From the top of the entries below through the line containing "position:absolute; left:1115px; top:21px;", return every line exactly as written, please, and stop there.

(Data extracted from a collection)
▼
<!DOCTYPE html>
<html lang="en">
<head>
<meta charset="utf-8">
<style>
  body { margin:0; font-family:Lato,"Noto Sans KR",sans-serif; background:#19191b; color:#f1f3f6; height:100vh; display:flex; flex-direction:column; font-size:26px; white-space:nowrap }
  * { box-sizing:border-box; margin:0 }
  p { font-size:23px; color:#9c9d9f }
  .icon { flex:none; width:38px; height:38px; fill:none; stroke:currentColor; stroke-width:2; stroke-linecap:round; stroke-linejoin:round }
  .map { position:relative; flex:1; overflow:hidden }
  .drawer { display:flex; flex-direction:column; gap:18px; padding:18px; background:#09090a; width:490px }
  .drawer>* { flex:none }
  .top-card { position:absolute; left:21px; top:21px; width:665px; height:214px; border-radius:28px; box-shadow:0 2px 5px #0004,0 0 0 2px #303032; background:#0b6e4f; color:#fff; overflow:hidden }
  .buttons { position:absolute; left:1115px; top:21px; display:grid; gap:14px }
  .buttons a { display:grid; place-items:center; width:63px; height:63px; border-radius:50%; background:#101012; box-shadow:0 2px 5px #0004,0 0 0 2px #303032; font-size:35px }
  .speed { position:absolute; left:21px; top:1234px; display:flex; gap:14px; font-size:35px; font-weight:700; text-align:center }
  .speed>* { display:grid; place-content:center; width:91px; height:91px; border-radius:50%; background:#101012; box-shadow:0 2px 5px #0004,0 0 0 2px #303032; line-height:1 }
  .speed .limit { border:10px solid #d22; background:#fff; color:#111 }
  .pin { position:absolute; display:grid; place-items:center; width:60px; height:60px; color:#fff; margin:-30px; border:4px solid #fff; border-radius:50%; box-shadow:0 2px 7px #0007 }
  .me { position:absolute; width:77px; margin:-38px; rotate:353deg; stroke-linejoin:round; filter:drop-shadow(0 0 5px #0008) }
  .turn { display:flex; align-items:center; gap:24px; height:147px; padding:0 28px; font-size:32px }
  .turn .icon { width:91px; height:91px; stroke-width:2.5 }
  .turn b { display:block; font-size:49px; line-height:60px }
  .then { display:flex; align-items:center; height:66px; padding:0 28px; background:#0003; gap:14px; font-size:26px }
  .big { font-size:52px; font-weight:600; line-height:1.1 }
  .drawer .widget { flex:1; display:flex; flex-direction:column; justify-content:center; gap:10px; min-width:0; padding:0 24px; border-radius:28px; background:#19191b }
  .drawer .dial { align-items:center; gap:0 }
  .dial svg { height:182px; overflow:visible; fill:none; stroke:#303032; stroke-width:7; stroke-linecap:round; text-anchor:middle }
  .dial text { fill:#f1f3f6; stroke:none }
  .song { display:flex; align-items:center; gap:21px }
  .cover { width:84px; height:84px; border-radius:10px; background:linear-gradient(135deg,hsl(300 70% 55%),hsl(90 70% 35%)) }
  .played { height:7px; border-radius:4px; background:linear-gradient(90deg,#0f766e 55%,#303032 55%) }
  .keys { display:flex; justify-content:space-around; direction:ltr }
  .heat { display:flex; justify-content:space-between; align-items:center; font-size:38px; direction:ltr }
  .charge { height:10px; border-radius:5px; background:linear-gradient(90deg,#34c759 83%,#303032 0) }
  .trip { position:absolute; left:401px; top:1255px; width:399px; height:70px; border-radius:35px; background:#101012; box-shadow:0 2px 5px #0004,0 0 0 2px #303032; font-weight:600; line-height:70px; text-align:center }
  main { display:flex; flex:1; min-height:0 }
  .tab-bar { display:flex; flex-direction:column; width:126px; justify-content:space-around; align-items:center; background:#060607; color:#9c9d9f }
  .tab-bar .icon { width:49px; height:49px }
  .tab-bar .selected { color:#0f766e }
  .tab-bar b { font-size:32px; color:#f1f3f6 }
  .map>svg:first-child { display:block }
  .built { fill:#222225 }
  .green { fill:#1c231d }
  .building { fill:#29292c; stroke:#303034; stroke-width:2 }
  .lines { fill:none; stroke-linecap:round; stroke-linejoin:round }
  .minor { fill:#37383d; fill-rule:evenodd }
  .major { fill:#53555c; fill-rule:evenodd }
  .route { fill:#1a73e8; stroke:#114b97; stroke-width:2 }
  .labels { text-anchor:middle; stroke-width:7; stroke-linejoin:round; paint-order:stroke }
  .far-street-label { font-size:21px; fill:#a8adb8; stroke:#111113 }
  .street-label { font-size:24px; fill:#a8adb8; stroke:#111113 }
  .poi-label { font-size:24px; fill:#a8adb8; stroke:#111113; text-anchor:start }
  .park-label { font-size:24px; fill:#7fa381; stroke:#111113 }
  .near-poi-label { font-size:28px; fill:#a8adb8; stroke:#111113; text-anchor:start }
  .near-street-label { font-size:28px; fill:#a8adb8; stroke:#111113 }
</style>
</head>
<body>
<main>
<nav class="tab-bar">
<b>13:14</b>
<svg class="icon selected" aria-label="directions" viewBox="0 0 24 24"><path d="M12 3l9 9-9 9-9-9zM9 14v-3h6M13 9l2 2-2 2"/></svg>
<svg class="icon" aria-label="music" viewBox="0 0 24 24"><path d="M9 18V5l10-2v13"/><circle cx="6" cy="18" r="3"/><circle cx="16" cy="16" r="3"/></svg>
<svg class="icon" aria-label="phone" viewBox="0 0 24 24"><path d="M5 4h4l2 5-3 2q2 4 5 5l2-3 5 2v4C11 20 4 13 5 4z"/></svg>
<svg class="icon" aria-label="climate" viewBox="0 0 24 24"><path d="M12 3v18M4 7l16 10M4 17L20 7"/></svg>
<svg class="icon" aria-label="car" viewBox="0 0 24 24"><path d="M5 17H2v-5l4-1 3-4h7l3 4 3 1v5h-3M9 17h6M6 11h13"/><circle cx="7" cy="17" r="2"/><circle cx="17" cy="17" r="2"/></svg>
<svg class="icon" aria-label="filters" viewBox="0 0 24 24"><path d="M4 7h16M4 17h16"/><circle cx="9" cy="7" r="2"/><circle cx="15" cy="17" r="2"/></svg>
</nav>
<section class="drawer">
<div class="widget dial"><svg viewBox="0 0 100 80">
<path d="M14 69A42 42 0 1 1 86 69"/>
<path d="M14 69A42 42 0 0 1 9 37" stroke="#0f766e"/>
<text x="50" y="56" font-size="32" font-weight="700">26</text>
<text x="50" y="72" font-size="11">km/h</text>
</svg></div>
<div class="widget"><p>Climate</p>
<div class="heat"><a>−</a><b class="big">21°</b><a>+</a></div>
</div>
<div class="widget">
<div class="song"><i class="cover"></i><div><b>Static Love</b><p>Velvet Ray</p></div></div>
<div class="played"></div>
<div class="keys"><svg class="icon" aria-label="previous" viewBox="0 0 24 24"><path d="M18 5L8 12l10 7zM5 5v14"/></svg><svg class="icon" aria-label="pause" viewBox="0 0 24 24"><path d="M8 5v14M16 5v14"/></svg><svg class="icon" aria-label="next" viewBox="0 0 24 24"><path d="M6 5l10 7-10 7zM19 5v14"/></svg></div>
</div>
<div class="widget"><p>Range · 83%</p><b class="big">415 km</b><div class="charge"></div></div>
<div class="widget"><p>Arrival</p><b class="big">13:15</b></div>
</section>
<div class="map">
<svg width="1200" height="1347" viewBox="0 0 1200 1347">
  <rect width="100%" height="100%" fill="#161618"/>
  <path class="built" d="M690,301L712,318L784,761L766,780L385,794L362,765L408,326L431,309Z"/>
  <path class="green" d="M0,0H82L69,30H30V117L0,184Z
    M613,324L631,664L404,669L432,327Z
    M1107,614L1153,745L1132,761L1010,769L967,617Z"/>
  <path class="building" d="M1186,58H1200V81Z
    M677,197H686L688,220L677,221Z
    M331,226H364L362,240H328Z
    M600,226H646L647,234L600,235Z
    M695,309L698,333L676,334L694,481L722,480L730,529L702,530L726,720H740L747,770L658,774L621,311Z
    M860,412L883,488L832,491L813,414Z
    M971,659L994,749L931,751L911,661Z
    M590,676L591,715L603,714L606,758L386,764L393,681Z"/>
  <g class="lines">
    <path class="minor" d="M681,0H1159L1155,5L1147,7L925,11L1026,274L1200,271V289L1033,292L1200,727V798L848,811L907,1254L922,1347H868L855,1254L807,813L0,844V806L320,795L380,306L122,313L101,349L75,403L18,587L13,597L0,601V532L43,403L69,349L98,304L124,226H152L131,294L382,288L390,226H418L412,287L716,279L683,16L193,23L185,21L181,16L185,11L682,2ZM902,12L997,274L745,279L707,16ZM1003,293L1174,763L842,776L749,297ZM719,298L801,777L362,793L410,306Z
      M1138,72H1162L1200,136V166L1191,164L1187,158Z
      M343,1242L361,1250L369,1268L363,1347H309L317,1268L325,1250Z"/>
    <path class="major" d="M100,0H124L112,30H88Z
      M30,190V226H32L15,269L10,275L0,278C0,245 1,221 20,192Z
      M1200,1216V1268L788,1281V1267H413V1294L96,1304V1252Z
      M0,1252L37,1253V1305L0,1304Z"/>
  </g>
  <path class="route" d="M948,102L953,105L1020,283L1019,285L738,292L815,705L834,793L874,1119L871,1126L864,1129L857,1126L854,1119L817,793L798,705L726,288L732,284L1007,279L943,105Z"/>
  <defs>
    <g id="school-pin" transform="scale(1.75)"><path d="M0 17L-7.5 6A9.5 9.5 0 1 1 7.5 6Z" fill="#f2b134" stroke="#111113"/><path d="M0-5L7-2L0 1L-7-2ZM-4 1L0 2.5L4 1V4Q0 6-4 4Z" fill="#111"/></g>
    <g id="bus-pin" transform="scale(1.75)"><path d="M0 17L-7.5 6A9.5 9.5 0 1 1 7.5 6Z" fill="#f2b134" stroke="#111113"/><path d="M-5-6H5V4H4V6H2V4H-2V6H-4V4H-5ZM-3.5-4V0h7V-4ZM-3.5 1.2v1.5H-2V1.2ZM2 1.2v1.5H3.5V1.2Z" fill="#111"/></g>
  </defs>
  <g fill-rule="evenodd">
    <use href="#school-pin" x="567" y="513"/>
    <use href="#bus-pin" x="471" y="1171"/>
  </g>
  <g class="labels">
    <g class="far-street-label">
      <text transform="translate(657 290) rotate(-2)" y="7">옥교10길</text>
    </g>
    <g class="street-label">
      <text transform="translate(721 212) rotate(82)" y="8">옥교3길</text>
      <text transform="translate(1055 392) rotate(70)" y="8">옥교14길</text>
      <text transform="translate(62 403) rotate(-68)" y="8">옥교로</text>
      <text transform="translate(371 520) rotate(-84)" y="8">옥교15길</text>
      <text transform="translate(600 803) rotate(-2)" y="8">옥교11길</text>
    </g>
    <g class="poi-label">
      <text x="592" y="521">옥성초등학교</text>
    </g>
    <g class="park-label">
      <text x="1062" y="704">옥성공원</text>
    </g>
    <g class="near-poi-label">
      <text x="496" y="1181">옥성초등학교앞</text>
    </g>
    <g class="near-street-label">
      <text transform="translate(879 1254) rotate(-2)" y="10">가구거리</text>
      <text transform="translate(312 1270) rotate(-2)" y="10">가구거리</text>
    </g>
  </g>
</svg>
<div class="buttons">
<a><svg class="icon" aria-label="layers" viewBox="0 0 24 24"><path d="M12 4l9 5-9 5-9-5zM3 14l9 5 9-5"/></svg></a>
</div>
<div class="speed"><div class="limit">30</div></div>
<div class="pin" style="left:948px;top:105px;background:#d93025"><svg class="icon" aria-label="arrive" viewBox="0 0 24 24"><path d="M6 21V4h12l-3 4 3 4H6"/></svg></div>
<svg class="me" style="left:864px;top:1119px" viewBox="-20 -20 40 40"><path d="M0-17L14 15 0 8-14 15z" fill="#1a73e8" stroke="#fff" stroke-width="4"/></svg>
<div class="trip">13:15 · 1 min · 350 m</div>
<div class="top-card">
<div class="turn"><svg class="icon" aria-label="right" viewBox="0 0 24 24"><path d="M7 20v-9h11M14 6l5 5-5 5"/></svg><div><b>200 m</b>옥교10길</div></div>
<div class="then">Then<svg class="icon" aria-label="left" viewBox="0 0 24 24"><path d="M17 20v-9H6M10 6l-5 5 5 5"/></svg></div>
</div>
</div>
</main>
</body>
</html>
▲
→ **ANSWER SPACE**:
<!DOCTYPE html>
<html lang="en">
<head>
<meta charset="utf-8">
<style>
  body { margin:0; font-family:Lato,"Noto Sans KR",sans-serif; background:#19191b; color:#f1f3f6; height:100vh; display:flex; flex-direction:column; font-size:26px; white-space:nowrap }
  * { box-sizing:border-box; margin:0 }
  p { font-size:23px; color:#9c9d9f }
  .icon { flex:none; width:38px; height:38px; fill:none; stroke:currentColor; stroke-width:2; stroke-linecap:round; stroke-linejoin:round }
  .map { position:relative; flex:1; overflow:hidden }
  .drawer { display:flex; flex-direction:column; gap:18px; padding:18px; background:#09090a; width:490px }
  .drawer>* { flex:none }
  .top-card { position:absolute; left:21px; top:21px; width:665px; height:214px; border-radius:28px; box-shadow:0 2px 5px #0004,0 0 0 2px #303032; background:#0b6e4f; color:#fff; overflow:hidden }
  .buttons { position:absolute; left:1115px; top:21px; display:grid; gap:14px }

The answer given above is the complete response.